WHAT IS REQUIRED
Exactly reproduce the lines from the top of the entries below through the line containing "height:1px; margin:-0.5px; padding:0", with both ends included.

Stored data:
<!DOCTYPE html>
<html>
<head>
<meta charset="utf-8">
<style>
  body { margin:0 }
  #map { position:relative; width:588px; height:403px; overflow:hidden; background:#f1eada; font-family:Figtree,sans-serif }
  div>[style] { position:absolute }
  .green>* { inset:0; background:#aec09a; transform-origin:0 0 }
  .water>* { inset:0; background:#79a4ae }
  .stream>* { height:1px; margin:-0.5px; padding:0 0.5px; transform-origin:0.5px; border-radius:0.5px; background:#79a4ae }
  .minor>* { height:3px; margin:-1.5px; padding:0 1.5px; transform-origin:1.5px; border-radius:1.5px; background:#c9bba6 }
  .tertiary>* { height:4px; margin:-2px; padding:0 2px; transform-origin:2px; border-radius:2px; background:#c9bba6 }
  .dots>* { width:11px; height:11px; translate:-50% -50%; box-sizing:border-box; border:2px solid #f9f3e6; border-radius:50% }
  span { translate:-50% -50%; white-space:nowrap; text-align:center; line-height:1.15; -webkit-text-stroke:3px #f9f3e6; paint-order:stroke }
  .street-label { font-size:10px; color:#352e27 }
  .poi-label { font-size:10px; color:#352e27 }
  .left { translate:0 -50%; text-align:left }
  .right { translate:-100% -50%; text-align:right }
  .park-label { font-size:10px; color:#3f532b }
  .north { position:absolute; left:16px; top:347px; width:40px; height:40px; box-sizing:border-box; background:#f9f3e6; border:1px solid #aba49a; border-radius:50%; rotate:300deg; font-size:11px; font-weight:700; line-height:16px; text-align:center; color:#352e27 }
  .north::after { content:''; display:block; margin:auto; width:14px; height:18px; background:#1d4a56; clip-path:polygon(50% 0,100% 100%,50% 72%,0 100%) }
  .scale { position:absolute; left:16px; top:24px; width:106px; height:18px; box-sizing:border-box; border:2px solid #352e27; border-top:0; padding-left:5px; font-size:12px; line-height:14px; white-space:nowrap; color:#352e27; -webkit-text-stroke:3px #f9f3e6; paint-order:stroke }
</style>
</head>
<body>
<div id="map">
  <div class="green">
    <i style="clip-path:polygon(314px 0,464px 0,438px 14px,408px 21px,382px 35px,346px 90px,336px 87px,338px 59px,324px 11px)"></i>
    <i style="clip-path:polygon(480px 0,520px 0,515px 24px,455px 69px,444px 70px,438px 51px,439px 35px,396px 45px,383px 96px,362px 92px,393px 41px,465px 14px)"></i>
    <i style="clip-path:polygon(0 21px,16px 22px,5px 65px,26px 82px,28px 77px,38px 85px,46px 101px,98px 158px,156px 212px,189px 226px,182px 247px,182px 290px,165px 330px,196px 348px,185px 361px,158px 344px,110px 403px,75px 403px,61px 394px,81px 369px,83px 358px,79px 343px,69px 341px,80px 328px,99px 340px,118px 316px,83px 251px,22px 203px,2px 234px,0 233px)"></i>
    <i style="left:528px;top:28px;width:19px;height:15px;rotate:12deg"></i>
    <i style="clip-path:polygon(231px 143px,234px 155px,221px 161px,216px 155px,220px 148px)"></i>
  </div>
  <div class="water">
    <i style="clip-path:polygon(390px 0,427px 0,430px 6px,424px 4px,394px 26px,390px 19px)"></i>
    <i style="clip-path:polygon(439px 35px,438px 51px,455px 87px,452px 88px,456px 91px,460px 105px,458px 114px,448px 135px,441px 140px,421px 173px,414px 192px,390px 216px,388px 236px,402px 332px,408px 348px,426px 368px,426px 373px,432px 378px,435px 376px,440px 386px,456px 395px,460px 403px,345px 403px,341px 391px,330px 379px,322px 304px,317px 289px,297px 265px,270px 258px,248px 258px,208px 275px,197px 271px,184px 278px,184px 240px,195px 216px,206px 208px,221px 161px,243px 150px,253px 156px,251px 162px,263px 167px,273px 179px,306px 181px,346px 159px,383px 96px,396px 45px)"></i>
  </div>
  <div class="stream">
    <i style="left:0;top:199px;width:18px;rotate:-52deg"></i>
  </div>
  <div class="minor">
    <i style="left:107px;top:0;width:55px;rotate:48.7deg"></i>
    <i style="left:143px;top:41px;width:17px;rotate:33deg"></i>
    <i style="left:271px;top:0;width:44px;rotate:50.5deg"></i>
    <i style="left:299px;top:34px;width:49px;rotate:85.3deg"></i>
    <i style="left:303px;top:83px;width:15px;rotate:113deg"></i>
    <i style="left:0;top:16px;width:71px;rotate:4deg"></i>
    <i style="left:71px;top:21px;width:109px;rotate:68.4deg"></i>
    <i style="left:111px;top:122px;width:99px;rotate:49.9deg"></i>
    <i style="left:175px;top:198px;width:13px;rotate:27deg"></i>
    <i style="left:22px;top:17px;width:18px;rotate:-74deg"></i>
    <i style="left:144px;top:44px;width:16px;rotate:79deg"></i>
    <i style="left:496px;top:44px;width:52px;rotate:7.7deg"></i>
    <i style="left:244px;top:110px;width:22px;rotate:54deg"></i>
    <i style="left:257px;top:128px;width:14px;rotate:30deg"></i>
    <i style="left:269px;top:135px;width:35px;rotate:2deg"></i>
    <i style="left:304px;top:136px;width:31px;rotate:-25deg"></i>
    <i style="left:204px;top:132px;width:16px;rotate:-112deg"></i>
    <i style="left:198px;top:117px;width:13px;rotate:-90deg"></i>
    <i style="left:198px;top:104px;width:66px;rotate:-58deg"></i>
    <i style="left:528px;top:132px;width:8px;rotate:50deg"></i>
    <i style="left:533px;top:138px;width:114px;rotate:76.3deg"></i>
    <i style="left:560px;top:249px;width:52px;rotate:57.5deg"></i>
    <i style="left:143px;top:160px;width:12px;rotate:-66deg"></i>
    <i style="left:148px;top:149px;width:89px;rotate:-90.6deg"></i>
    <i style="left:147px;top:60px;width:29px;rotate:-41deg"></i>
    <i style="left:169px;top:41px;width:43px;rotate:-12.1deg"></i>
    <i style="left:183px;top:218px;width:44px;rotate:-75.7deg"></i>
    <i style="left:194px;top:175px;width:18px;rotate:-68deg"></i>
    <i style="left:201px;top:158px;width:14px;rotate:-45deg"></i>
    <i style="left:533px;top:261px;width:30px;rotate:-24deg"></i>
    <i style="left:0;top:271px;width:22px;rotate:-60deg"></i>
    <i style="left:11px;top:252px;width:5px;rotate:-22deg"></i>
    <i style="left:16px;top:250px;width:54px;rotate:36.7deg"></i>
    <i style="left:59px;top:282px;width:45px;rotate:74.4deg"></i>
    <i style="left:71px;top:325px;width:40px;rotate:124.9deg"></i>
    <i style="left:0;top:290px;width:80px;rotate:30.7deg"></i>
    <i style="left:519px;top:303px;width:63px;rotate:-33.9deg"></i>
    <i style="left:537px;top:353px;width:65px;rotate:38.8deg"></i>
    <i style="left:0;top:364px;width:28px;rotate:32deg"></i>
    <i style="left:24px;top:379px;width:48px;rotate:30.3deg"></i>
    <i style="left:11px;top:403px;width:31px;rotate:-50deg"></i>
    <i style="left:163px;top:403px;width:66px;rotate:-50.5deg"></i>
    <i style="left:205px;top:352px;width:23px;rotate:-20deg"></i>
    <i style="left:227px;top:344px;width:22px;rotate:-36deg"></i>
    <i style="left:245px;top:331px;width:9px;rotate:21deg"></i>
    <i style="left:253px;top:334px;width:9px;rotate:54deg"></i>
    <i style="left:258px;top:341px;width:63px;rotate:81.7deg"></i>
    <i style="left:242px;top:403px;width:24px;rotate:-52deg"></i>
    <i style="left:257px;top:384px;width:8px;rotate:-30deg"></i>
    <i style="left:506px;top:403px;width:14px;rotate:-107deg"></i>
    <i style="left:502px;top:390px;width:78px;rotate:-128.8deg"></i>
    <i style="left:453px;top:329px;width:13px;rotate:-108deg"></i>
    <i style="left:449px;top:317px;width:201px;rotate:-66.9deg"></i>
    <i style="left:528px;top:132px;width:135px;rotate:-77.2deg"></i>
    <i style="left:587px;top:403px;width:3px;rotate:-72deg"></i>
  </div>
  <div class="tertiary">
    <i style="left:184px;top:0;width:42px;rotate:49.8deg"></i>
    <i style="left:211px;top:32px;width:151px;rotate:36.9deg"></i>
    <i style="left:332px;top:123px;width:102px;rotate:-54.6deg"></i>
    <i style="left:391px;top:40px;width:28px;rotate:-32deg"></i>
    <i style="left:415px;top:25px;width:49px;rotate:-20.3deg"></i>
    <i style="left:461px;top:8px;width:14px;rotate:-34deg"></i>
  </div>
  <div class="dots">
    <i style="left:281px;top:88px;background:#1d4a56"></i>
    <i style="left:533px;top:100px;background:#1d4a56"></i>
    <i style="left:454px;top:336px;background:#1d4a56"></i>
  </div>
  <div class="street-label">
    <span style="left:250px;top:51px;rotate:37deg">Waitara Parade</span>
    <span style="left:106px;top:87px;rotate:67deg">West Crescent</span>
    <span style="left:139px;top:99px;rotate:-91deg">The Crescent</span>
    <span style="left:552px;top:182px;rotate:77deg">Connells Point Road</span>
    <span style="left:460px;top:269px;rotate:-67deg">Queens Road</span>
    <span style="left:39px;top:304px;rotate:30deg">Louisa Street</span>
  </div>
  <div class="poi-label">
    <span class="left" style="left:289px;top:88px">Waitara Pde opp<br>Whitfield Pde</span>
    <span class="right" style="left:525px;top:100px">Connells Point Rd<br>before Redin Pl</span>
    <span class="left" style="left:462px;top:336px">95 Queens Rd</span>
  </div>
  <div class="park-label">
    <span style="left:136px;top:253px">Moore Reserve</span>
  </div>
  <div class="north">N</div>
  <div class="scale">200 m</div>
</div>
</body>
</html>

TASK ANSWER
<!DOCTYPE html>
<html>
<head>
<meta charset="utf-8">
<style>
  body { margin:0 }
  #map { position:relative; width:588px; height:403px; overflow:hidden; background:#f1eada; font-family:Figtree,sans-serif }
  div>[style] { position:absolute }
  .green>* { inset:0; background:#aec09a; transform-origin:0 0 }
  .water>* { inset:0; background:#79a4ae }
  .stream>* { height:1px; margin:-0.5px; padding:0 0.5px; transform-origin:0.5px; border-radius:0.5px; background:#79a4ae }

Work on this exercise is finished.